7. Certo nella drammatica situazione in cui ora ci troviamo il legislatore è chiamato a scongiurare una crisi economica ed occupazionale senza precedenti, e deve agire per garantire la continuità delle attività economiche. La tutela costituzionale del lavoro comporta l’interesse costituzionalmente rilevante al mantenimento dei livelli occupazionali ed il dovere delle istituzioni pubbliche di spiegare ogni sforzo in tal senso, per promuovere e sostenere il sistema economico. Ma è pure evidente che adesso non manca, come appena un mese fa, la conoscenza e la consapevolezza del rischio a cui è esposto il bene primario della vita e dell’integrità fisica.
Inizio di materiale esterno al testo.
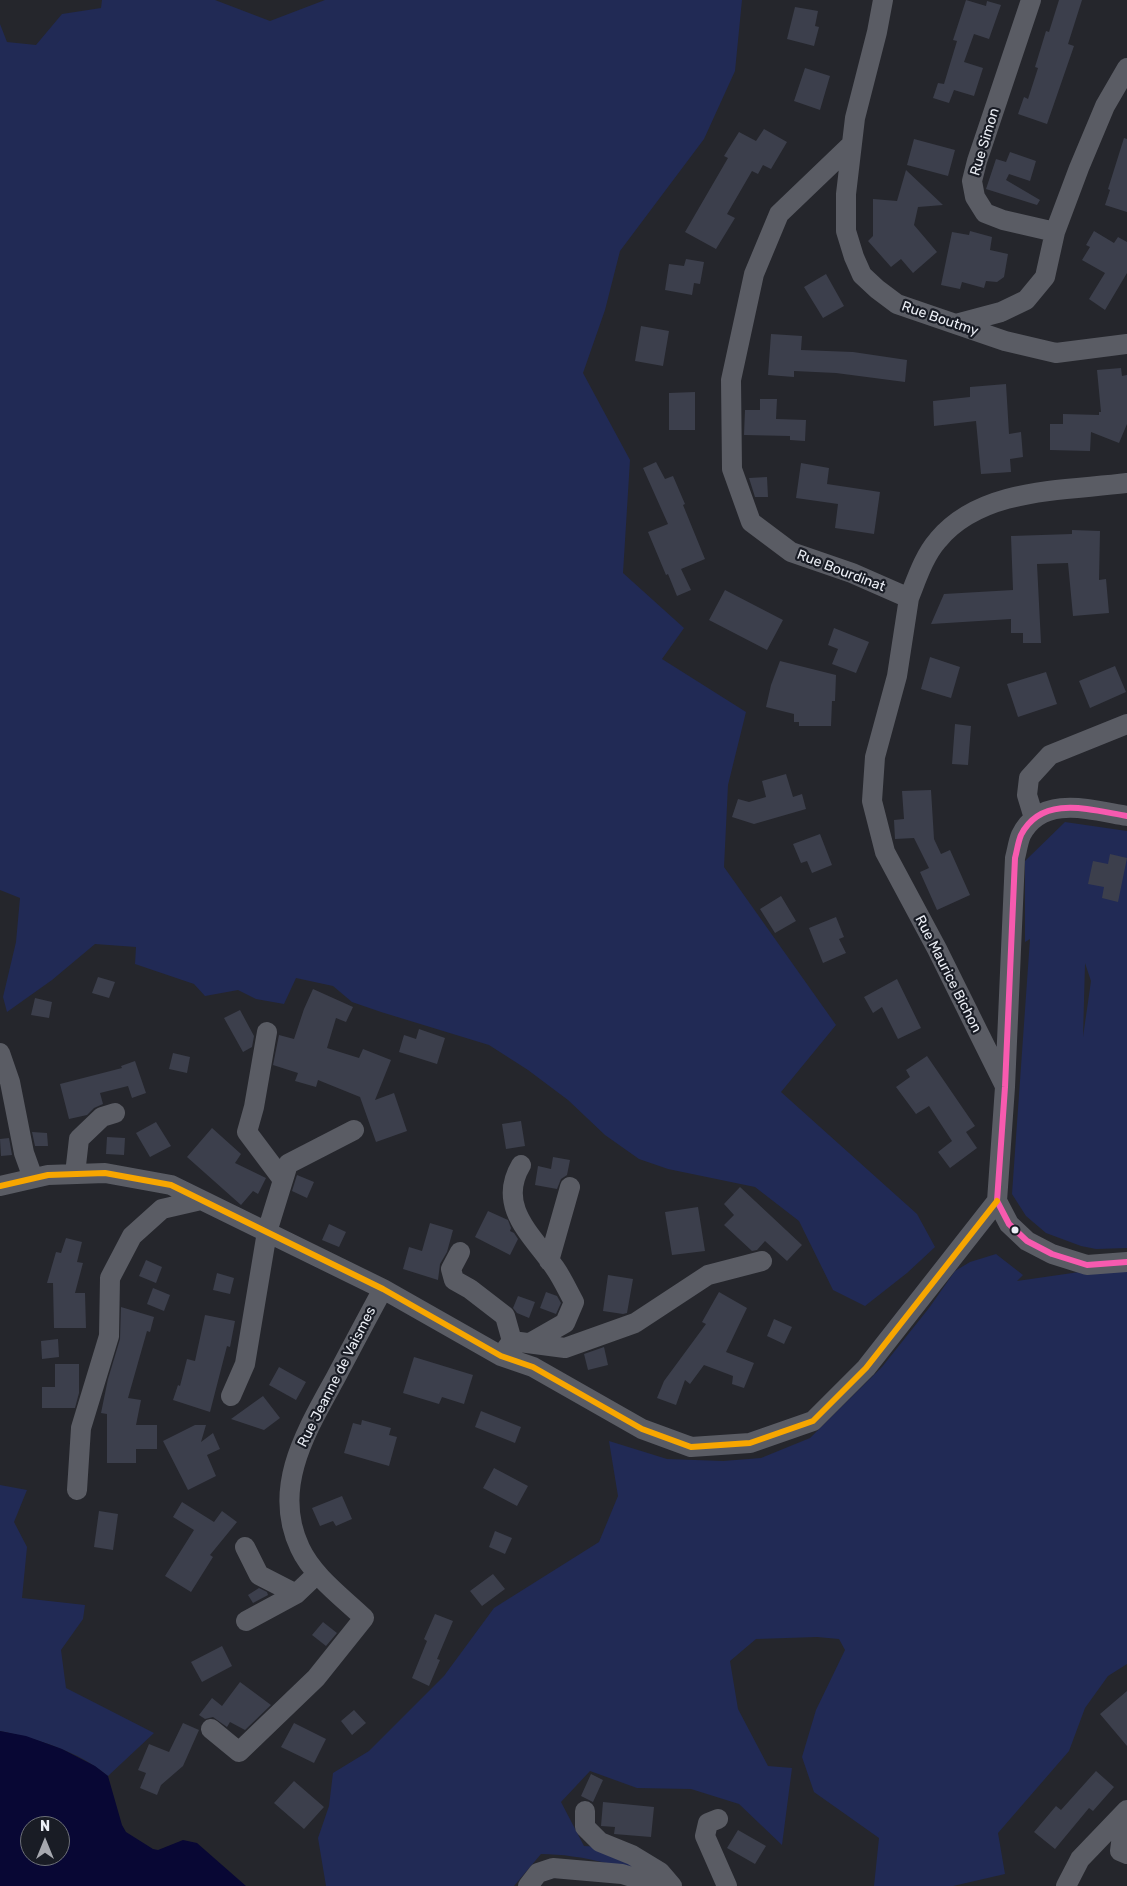 <!DOCTYPE html>
<style>
body{margin:0}
#map{position:relative;width:1127px;height:1886px;overflow:hidden;background:#25262c;font-family:Rubik,sans-serif}
canvas{display:block}
.north{position:absolute;left:20px;top:1816px;width:50px;height:50px;box-sizing:border-box;background:#191c25;border:1px solid #6d7078;border-radius:50%;rotate:0deg;font-size:14px;font-weight:700;line-height:20px;text-align:center;color:#ebeef5}
.north::after{content:'';display:block;margin:auto;width:18px;height:22px;background:#a6a8af;clip-path:polygon(50% 0,100% 100%,50% 72%,0 100%)}
</style>
<div id="map">
<canvas width="1127" height="1886"></canvas>
<div class="north">N</div>
</div>
<script>
const ctx = document.querySelector('canvas').getContext('2d');
ctx.lineJoin = 'round';
function paint(path, color) { ctx.fillStyle = color; ctx.fill(path, 'evenodd'); }
function trace(path, color, width, dash) { ctx.strokeStyle = color; ctx.lineWidth = width; ctx.lineCap = dash ? 'butt' : 'round'; ctx.setLineDash(dash || []); ctx.stroke(path); }
function write(font, color, halo, rows, align = 'center') {
  ctx.font = font + ' Rubik,sans-serif'; ctx.lineWidth = 4.5; ctx.setLineDash([]); ctx.textBaseline = 'middle'; ctx.strokeStyle = halo; ctx.fillStyle = color; for (const [text, x, y, turn = 0] of rows) {
    ctx.save(); ctx.translate(x, y); ctx.rotate((+turn || 0) * Math.PI / 180); ctx.textAlign = isNaN(turn) ? turn : align; if (halo) ctx.strokeText(text, 0, 0); ctx.fillText(text, 0, 0); ctx.restore();
  }
}
paint(new Path2D(`
 M102 0H215L270 21 325 0H742L735 71 704 139 620 251 605 310 583 373 630 460 623 573 684 628 662 659 746 712 728 785 724 867 836 1025 781 1092 917 1214 935 1247 907 1273 865 1306 833 1290 799 1221 755 1187 668 1169 639 1159 605 1135 568 1100 528 1070 489 1045 381 1012 352 1002 333 986 296 978 284 1004 256 999 238 990 205 996 194 984 135 964 136 947 95 944 52 980 7 1012 3 997 16 942 20 898 0 890V24L7 42 36 45 62 14 101 8Z
 M1065 822 1127 831V1248L1096 1249 1081 1246 1046 1233 1026 1216 1012 1194 1030 939 1025 942V861ZM1085 963 1091 981 1083 1037 1085 964Z
 M996 1254 1023 1275 1017 1281 1107 1268H1127V1664L1108 1676 1085 1708 1069 1751 998 1833 1005 1874 953 1886H874L879 1838 814 1792 802 1757 816 1710 845 1650 839 1639 817 1637 756 1639 730 1661 738 1709 768 1766 792 1768 782 1845 739 1804 691 1789 637 1788 590 1771 561 1802 584 1846 632 1849 666 1880C625 1868 583 1854 541 1854L514 1886H326L318 1838 329 1806 333 1773 369 1751 444 1676 494 1608 599 1542 618 1496 609 1441 667 1459 723 1461 761 1458 810 1438 882 1367 929 1308 955 1271 970 1262Z
 M0 1485 27 1490 14 1522 27 1547 22 1598 85 1605 83 1619 61 1650 66 1688 154 1733 108 1776C78 1751 38 1739 0 1731Z`), '#212a55');
paint(new Path2D(`
 M0 1731 26 1736 62 1749 95 1766 108 1776 122 1825 126 1832 153 1849 158 1850 183 1840 197 1843 246 1886H0ZM30 1826H60V1856H30Z`), '#080734');
paint(new Path2D(`
 M966 0 986 6 987 1 1001 5 989 39 974 34 964 62 983 68 974 96 954 90 949 103 933 98 938 83 944 84 957 41 953 40Z
 M1059 0H1082L1068 44 1074 46 1047 124 1018 114 1024 97 1028 99 1038 68 1035 67 1046 31 1049 32Z
 M795 7 818 11 815 26 819 27 814 46 787 39Z
 M805 68 830 76 820 110 794 101Z
 M764 129 787 142 771 169 763 165 758 174 752 171 727 214 735 218 716 249 685 232 728 158 724 156 739 132 756 141Z
 M1124 138 1127 139V212L1105 205 1110 190 1108 189Z
 M914 139 955 150 948 176 907 165Z
 M1010 152 1036 161 1030 181 1009 174 1006 180 1040 200 1037 205 986 189 996 159 1006 162Z
 M906 170 943 205 918 207 914 225 937 252 913 273 901 259 891 267 868 241 873 236V199L897 201Z
 M970 231 992 237 990 250 1008 254 1004 277 997 282 986 281 984 288 962 282 960 289 941 285 952 232 969 235Z
 M1094 231 1114 243 1118 237 1127 242V273L1105 310 1089 299 1105 273 1082 260 1090 247 1086 245Z
 M686 259 704 262 700 284 694 283 692 295 665 290 669 264 684 266Z
 M826 274 844 306 823 318 804 287Z
 M641 326 669 331 663 366 635 361Z
 M771 334 802 336 801 350 853 352 907 360 905 382 836 373 794 371V377L768 375Z
 M1121 368 1122 376 1127 375V424L1119 443 1091 432 1090 451 1050 450V424H1063V414L1099 415V412H1101L1097 370Z
 M1006 384 1009 434 1021 432 1023 457 1010 459 1011 472 981 474 976 421 934 426 933 401 970 397V387Z
 M695 392V430H669V393Z
 M760 399H777L776 419 806 420 805 441 790 440V436L744 435 745 410H760Z
 M656 462 665 479 673 476 685 504 683 505 705 559 681 569 691 590 677 596 668 574 666 575 648 532 668 524 643 468Z
 M801 463 829 468 827 484 880 492 874 534 835 528 838 504 796 498Z
 M767 477 768 497H755L749 478Z
 M1072 530 1100 531 1099 580 1106 579 1109 613 1073 616 1068 563 1037 564 1041 643H1023V633H1011V619L931 624 944 594 1013 590 1011 536 1072 534Z
 M725 590 783 620 767 650 709 620Z
 M834 628 869 642 856 673 832 664 838 649 828 645Z
 M930 657 960 667 951 698 921 689Z
 M780 661 836 675 835 701H832L831 726H799V722H794V714L766 707 771 685Z
 M1115 666 1126 692 1090 708 1079 681Z
 M1046 672 1057 704 1018 717 1007 684Z
 M955 724 971 726 968 765 952 764Z
 M786 774 793 797 802 794 806 809 754 824 732 817 738 799 749 802 766 797 762 781Z
 M931 790 934 839 941 854 950 850 970 895 937 910 920 872 929 868 914 838 895 839 894 820 904 819 902 791Z
 M820 834 832 865 812 873 807 861 801 863 793 844Z
 M1110 854 1127 858 1118 902 1102 898 1104 887 1088 884 1093 861 1108 864Z
 M781 896 796 921 775 933 760 909Z
 M836 917 844 937 839 939 846 953 823 963 809 928Z
 M98 977 115 982 109 998 92 993Z
 M897 979 921 1028 898 1039 882 1007 873 1013 864 997Z
 M313 989 353 1007 346 1022 336 1018 327 1048 359 1058 363 1049 391 1060 375 1100 394 1093 407 1131 376 1142 360 1097 318 1080 316 1087 295 1081 298 1073 273 1065 279 1035 294 1039 304 1009Z
 M35 998 52 1002 49 1018 31 1015Z
 M240 1010 254 1036 252 1047 243 1052 224 1018Z
 M419 1029 445 1038 437 1064 399 1052 404 1035 416 1039Z
 M173 1053 190 1057 187 1073 169 1069Z
 M927 1056 975 1126 966 1132 977 1148 950 1168 938 1152 952 1141 929 1106 916 1114 896 1087 910 1077 906 1070Z
 M135 1061 146 1093 132 1098 128 1086 100 1093 103 1104 94 1108 87 1115 69 1119 60 1084 122 1068 121 1066Z
 M521 1121 525 1146 506 1149 502 1124Z
 M156 1122 171 1146 150 1157 136 1133Z
 M212 1128 241 1154 235 1163 266 1178 258 1194 253 1191 241 1205 187 1157Z
 M32 1132 47 1133 48 1146H35Z
 M107 1137 125 1138 124 1155 106 1154Z
 M9 1138 12 1155 1 1156 0 1139Z
 M553 1157 570 1160 567 1175 561 1179 557 1189 535 1185 538 1166 551 1169Z
 M297 1175 314 1182 307 1198 292 1191Z
 M740 1187 802 1245 787 1261 765 1241 757 1250 752 1251 724 1225 734 1215 724 1204Z
 M698 1207 705 1251 672 1255 665 1212Z
 M488 1211 508 1220 511 1228 510 1231 514 1233 518 1239 510 1255 475 1237Z
 M430 1223 453 1230 447 1252 440 1264 438 1280 403 1269 409 1247 422 1251Z
 M329 1224 346 1232 339 1247 322 1240Z
 M66 1238 82 1242 77 1262 83 1263 75 1293H85L86 1328H54L53 1283H47L56 1252 61 1253Z
 M146 1260 162 1267 156 1283 139 1276Z
 M217 1273 234 1278 230 1294 213 1290Z
 M608 1275 633 1279 627 1313 623 1314 603 1311Z
 M153 1288 170 1295 164 1311 147 1304Z
 M546 1292 557 1296 561 1303 556 1314 540 1308Z
 M719 1292 747 1308 726 1352 754 1363 744 1388 732 1384 733 1376 704 1365 690 1384 685 1380 676 1405 657 1398 664 1381 706 1324 702 1322Z
 M518 1296 535 1302 529 1318 517 1313 513 1308Z
 M121 1307 154 1317 150 1332 147 1331 128 1398 141 1400 136 1425H157V1449H136V1463H107V1414L101 1413 108 1379 120 1339Z
 M205 1315 235 1321 230 1347 227 1346 210 1412 173 1400 178 1385 180 1386 187 1359 195 1361Z
 M774 1319 792 1327 784 1344 767 1336Z
 M58 1339 59 1357 42 1359 41 1341Z
 M604 1347 608 1365 588 1370 584 1354Z
 M414 1357 473 1375 464 1404 442 1397 439 1404 403 1393Z
 M55 1364H79V1393L75 1408H42V1387H55Z
 M279 1367 306 1382 296 1400 269 1385Z
 M263 1396 280 1418 264 1430 231 1419Z
 M481 1411 521 1427 515 1443 475 1427Z
 M362 1420 391 1428 389 1435 397 1437 389 1466 344 1453 353 1423 361 1425Z
 M195 1425H206L201 1442 213 1433 220 1449 207 1455 216 1476 188 1490 163 1441Z
 M494 1468 528 1486 517 1506 483 1488Z
 M342 1496 352 1519 336 1526 333 1521 320 1526 312 1508Z
 M182 1502 214 1522 222 1511 237 1522 210 1555 213 1557 191 1592 165 1576 194 1530 173 1517Z
 M99 1511 118 1514 113 1550 94 1547Z
 M495 1531 512 1538 505 1554 489 1547Z
 M493 1574 505 1589 482 1606 470 1591Z
 M259 1588 267 1592 268 1595 253 1603 248 1595Z
 M435 1614 453 1621 437 1659 440 1660 429 1686 412 1678 427 1641 424 1639Z
 M323 1622 337 1633 326 1646 312 1635Z
 M222 1646 232 1666 202 1682 191 1662Z
 M240 1682 271 1705 245 1730 230 1722 227 1727 213 1717 205 1719 199 1715 212 1698 222 1706Z
 M1127 1691V1746L1100 1714Z
 M354 1710 366 1723 352 1735 341 1721Z
 M183 1723 199 1730 183 1766 161 1785 157 1795 140 1788 146 1773 138 1770 149 1744 169 1752Z
 M294 1723 326 1739 314 1763 281 1747Z
 M1096 1771 1114 1787 1093 1811 1089 1808 1055 1849 1034 1832 1056 1806 1061 1810Z
 M591 1774 603 1780 593 1802 581 1796Z
 M294 1781 324 1807 304 1829 274 1803Z
 M603 1802 654 1807 651 1837 614 1834 615 1827 601 1826Z
 M738 1830 766 1846 755 1864 727 1848Z`), '#3c3f4c');
trace(new Path2D(`
 M883 0 877 32 855 118 846 194V231L854 257 862 275 877 289 897 304 1005 341 1056 353 1127 344
 M1031 0 977 161 972 181 975 197 985 213 1003 220 1055 232
 M851 145 779 214 754 274 731 380 732 469 751 522 791 552 852 573 909 598C917 578 924 556 938 540 982 487 1065 491 1127 483
 M956 324 1001 312 1026 300 1045 277 1055 232 1079 168 1105 106 1127 68
 M909 598 897 676 875 757 872 801 885 852 937 949 1004 1084
 M1127 816C1091 810 1042 794 1021 835 1018 842 1017 851 1015 858L1005 1087 997 1201 1009 1224 1027 1241 1052 1254 1087 1265 1127 1262
 M1034 818 1027 795 1029 778 1050 755 1127 724
 M267 1032 254 1107 247 1132 283 1180
 M0 1053 10 1082 24 1153 33 1178
 M521 1165C496 1207 533 1236 555 1268 562 1278 568 1291 574 1302L565 1323 530 1343
 M75 1174 79 1139 102 1117 115 1113
 M0 1186 48 1175 105 1173 171 1185 383 1289 501 1356 533 1367 642 1429 691 1447 750 1443 813 1421 866 1368 997 1201
 M460 1252 451 1269 454 1280 470 1289 505 1316 512 1341
 M549 1261 570 1187
 M501 1356 512 1341 565 1348 635 1323 708 1275 762 1261
 M231 1396 245 1364 267 1232 288 1164 354 1130
 M77 1490 81 1428 109 1336 110 1278 132 1236 162 1209 201 1200
 M245 1547 259 1575 296 1594
 M246 1621 296 1594 317 1574
 M211 1729 239 1752 316 1678 364 1618C342 1597 313 1576 300 1548 271 1487 307 1430 336 1377 352 1347 367 1318 383 1289
 M585 1811V1827L600 1842 632 1855 660 1872 672 1886
 M1125 1812 1120 1851 1127 1854
 M718 1819 708 1823 705 1836 727 1886
 M528 1886 538 1873 553 1868 622 1874 662 1886
 M1066 1886 1080 1859 1127 1810`), '#5a5c64', 20);
trace(new Path2D(`
 M1127 816C1091 810 1042 794 1021 835 1018 842 1017 851 1015 858L1005 1087 997 1201 1009 1224 1027 1241 1052 1254 1087 1265 1127 1262`), '#f75aaf', 6);
trace(new Path2D(`
 M0 1186 48 1175 105 1173 171 1185 383 1289 501 1356 533 1367 642 1429 691 1447 750 1443 813 1421 866 1368 997 1201`), '#f7a600', 6);
for (const [x, y, r, color] of [
 [1015,1230,4.5,"#ebeef5"]
]) { const dot = new Path2D(); dot.arc(x, y, r, 0, 2 * Math.PI); ctx.fillStyle = color; ctx.fill(dot); trace(dot, '#191c25', 2); }
write('14px', '#ebeef5', '#191c25', [
 ["Rue Simon",985,142,-73],
 ["Rue Boutmy",940,319,19],
 ["Rue Bourdinat",841,571,21],
 ["Rue Maurice Bichon",948,974,63],
 ["Rue Jeanne de Vaismes",337,1377,-63]
]);
</script>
E non si può quindi pensare di poter passare alla nuova fase 2 senza le necessarie difese, senza cioè aver costruito prima un modello di prevenzione in grado di offrire garanzie per la sicurezza e la salute, rispetto all’inizio della crisi. Anche e prima di tutto nei luoghi di lavoro, dal momento che si ipotizza che molti contagi siano partiti proprio dai luoghi di lavoro (e segnatamente dagli ospedali) per inadeguata protezione ed informazione degli operatori sanitari. Ogni errore o superficialità sarebbe quindi imperdonabile e potrebbe costare caro a tutta la collettività, facendoci ripiombare in una nuova emergenza.